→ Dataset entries
[Start of Attachment]
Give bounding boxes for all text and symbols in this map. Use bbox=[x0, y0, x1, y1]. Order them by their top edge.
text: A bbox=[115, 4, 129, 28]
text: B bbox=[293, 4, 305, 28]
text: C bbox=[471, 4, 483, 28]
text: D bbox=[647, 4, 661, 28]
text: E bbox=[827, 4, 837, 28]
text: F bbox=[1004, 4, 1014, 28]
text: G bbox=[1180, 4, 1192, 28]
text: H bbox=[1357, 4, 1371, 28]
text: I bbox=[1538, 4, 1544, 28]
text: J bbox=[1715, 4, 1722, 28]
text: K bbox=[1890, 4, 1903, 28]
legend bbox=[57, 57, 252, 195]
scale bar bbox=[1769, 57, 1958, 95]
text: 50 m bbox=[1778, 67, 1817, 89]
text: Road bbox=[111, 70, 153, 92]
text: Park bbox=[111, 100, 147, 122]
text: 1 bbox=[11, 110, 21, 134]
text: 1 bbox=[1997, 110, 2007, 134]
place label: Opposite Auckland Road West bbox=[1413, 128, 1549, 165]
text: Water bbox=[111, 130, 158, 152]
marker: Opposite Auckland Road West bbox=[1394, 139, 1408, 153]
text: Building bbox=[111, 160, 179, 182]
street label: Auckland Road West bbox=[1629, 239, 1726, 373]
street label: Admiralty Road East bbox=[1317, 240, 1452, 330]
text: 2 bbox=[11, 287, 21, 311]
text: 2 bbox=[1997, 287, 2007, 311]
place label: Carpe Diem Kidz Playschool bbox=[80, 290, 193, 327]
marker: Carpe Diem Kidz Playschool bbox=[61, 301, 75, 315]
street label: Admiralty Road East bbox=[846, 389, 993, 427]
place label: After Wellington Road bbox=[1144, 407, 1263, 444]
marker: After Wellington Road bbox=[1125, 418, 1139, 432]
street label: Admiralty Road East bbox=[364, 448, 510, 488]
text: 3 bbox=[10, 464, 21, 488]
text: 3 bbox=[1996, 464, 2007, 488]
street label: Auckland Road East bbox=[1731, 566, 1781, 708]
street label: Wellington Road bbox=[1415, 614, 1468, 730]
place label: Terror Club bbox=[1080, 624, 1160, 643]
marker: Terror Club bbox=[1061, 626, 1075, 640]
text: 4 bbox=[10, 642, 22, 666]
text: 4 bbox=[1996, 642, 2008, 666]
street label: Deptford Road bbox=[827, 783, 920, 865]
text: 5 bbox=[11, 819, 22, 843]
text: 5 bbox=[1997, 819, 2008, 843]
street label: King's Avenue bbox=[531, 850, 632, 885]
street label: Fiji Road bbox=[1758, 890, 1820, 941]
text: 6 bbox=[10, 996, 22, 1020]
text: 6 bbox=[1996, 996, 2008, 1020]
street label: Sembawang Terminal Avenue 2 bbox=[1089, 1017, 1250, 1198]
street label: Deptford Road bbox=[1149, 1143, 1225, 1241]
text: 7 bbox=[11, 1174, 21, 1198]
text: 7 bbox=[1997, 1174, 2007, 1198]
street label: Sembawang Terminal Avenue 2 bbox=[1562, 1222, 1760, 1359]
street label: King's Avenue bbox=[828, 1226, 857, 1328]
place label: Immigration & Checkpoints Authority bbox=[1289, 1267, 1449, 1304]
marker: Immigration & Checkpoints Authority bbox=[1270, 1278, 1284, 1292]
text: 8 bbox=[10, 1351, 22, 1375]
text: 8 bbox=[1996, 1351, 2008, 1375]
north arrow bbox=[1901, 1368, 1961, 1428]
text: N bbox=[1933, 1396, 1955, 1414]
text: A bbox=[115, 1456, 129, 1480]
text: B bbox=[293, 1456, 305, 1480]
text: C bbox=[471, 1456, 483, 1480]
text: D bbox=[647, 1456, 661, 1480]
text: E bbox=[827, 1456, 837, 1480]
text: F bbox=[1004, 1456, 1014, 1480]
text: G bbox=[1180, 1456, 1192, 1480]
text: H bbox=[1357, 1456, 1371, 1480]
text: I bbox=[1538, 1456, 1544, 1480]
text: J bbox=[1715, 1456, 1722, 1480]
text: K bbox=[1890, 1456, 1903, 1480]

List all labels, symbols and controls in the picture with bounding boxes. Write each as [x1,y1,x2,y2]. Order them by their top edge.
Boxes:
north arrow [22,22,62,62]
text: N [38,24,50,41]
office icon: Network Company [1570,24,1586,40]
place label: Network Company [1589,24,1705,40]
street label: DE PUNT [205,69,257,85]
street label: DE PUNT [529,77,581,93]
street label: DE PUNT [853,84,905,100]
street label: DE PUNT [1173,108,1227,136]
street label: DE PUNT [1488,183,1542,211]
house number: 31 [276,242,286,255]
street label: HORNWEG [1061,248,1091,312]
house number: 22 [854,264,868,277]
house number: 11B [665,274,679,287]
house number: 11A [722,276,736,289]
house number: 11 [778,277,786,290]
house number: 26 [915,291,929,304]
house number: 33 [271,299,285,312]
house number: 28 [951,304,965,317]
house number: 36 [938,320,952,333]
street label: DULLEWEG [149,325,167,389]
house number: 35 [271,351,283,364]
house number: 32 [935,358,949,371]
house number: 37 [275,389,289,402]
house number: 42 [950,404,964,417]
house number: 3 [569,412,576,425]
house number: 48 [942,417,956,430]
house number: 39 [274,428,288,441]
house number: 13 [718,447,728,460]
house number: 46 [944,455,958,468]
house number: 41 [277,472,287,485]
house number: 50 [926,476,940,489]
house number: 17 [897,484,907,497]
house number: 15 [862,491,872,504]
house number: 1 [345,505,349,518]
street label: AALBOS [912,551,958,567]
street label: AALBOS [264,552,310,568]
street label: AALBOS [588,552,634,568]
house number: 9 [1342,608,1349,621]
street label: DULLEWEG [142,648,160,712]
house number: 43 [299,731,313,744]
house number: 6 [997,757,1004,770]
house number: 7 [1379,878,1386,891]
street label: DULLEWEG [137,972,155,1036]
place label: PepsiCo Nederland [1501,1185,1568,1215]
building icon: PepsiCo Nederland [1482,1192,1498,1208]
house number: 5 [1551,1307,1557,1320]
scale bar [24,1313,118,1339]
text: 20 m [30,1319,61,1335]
[End of Attachment]
→ WHAT YOU WILL DO
Each line above is to be reproduced exactly. Leave none out.

→ ANSWER TO THIS EXERCISE
Give bounding boxes for all text and symbols in this map. Use bbox=[x0, y0, x1, y1]. Order them by their top edge.
text: A bbox=[115, 4, 129, 28]
text: B bbox=[293, 4, 305, 28]
text: C bbox=[471, 4, 483, 28]
text: D bbox=[647, 4, 661, 28]
text: E bbox=[827, 4, 837, 28]
text: F bbox=[1004, 4, 1014, 28]
text: G bbox=[1180, 4, 1192, 28]
text: H bbox=[1357, 4, 1371, 28]
text: I bbox=[1538, 4, 1544, 28]
text: J bbox=[1715, 4, 1722, 28]
text: K bbox=[1890, 4, 1903, 28]
legend bbox=[57, 57, 252, 195]
scale bar bbox=[1769, 57, 1958, 95]
text: 50 m bbox=[1778, 67, 1817, 89]
text: Road bbox=[111, 70, 153, 92]
text: Park bbox=[111, 100, 147, 122]
text: 1 bbox=[11, 110, 21, 134]
text: 1 bbox=[1997, 110, 2007, 134]
place label: Opposite Auckland Road West bbox=[1413, 128, 1549, 165]
text: Water bbox=[111, 130, 158, 152]
marker: Opposite Auckland Road West bbox=[1394, 139, 1408, 153]
text: Building bbox=[111, 160, 179, 182]
street label: Auckland Road West bbox=[1629, 239, 1726, 373]
street label: Admiralty Road East bbox=[1317, 240, 1452, 330]
text: 2 bbox=[11, 287, 21, 311]
text: 2 bbox=[1997, 287, 2007, 311]
place label: Carpe Diem Kidz Playschool bbox=[80, 290, 193, 327]
marker: Carpe Diem Kidz Playschool bbox=[61, 301, 75, 315]
street label: Admiralty Road East bbox=[846, 389, 993, 427]
place label: After Wellington Road bbox=[1144, 407, 1263, 444]
marker: After Wellington Road bbox=[1125, 418, 1139, 432]
street label: Admiralty Road East bbox=[364, 448, 510, 488]
text: 3 bbox=[10, 464, 21, 488]
text: 3 bbox=[1996, 464, 2007, 488]
street label: Auckland Road East bbox=[1731, 566, 1781, 708]
street label: Wellington Road bbox=[1415, 614, 1468, 730]
place label: Terror Club bbox=[1080, 624, 1160, 643]
marker: Terror Club bbox=[1061, 626, 1075, 640]
text: 4 bbox=[10, 642, 22, 666]
text: 4 bbox=[1996, 642, 2008, 666]
street label: Deptford Road bbox=[827, 783, 920, 865]
text: 5 bbox=[11, 819, 22, 843]
text: 5 bbox=[1997, 819, 2008, 843]
street label: King's Avenue bbox=[531, 850, 632, 885]
street label: Fiji Road bbox=[1758, 890, 1820, 941]
text: 6 bbox=[10, 996, 22, 1020]
text: 6 bbox=[1996, 996, 2008, 1020]
street label: Sembawang Terminal Avenue 2 bbox=[1089, 1017, 1250, 1198]
street label: Deptford Road bbox=[1149, 1143, 1225, 1241]
text: 7 bbox=[11, 1174, 21, 1198]
text: 7 bbox=[1997, 1174, 2007, 1198]
street label: Sembawang Terminal Avenue 2 bbox=[1562, 1222, 1760, 1359]
street label: King's Avenue bbox=[828, 1226, 857, 1328]
place label: Immigration & Checkpoints Authority bbox=[1289, 1267, 1449, 1304]
marker: Immigration & Checkpoints Authority bbox=[1270, 1278, 1284, 1292]
text: 8 bbox=[10, 1351, 22, 1375]
text: 8 bbox=[1996, 1351, 2008, 1375]
north arrow bbox=[1901, 1368, 1961, 1428]
text: N bbox=[1933, 1396, 1955, 1414]
text: A bbox=[115, 1456, 129, 1480]
text: B bbox=[293, 1456, 305, 1480]
text: C bbox=[471, 1456, 483, 1480]
text: D bbox=[647, 1456, 661, 1480]
text: E bbox=[827, 1456, 837, 1480]
text: F bbox=[1004, 1456, 1014, 1480]
text: G bbox=[1180, 1456, 1192, 1480]
text: H bbox=[1357, 1456, 1371, 1480]
text: I bbox=[1538, 1456, 1544, 1480]
text: J bbox=[1715, 1456, 1722, 1480]
text: K bbox=[1890, 1456, 1903, 1480]

List all labels, symbols and controls in the picture with bounding boxes. Write each as [x1,y1,x2,y2]. Order them by their top edge.
Boxes:
north arrow [22,22,62,62]
text: N [38,24,50,41]
office icon: Network Company [1570,24,1586,40]
place label: Network Company [1589,24,1705,40]
street label: DE PUNT [205,69,257,85]
street label: DE PUNT [529,77,581,93]
street label: DE PUNT [853,84,905,100]
street label: DE PUNT [1173,108,1227,136]
street label: DE PUNT [1488,183,1542,211]
house number: 31 [276,242,286,255]
street label: HORNWEG [1061,248,1091,312]
house number: 22 [854,264,868,277]
house number: 11B [665,274,679,287]
house number: 11A [722,276,736,289]
house number: 11 [778,277,786,290]
house number: 26 [915,291,929,304]
house number: 33 [271,299,285,312]
house number: 28 [951,304,965,317]
house number: 36 [938,320,952,333]
street label: DULLEWEG [149,325,167,389]
house number: 35 [271,351,283,364]
house number: 32 [935,358,949,371]
house number: 37 [275,389,289,402]
house number: 42 [950,404,964,417]
house number: 3 [569,412,576,425]
house number: 48 [942,417,956,430]
house number: 39 [274,428,288,441]
house number: 13 [718,447,728,460]
house number: 46 [944,455,958,468]
house number: 41 [277,472,287,485]
house number: 50 [926,476,940,489]
house number: 17 [897,484,907,497]
house number: 15 [862,491,872,504]
house number: 1 [345,505,349,518]
street label: AALBOS [912,551,958,567]
street label: AALBOS [264,552,310,568]
street label: AALBOS [588,552,634,568]
house number: 9 [1342,608,1349,621]
street label: DULLEWEG [142,648,160,712]
house number: 43 [299,731,313,744]
house number: 6 [997,757,1004,770]
house number: 7 [1379,878,1386,891]
street label: DULLEWEG [137,972,155,1036]
place label: PepsiCo Nederland [1501,1185,1568,1215]
building icon: PepsiCo Nederland [1482,1192,1498,1208]
house number: 5 [1551,1307,1557,1320]
scale bar [24,1313,118,1339]
text: 20 m [30,1319,61,1335]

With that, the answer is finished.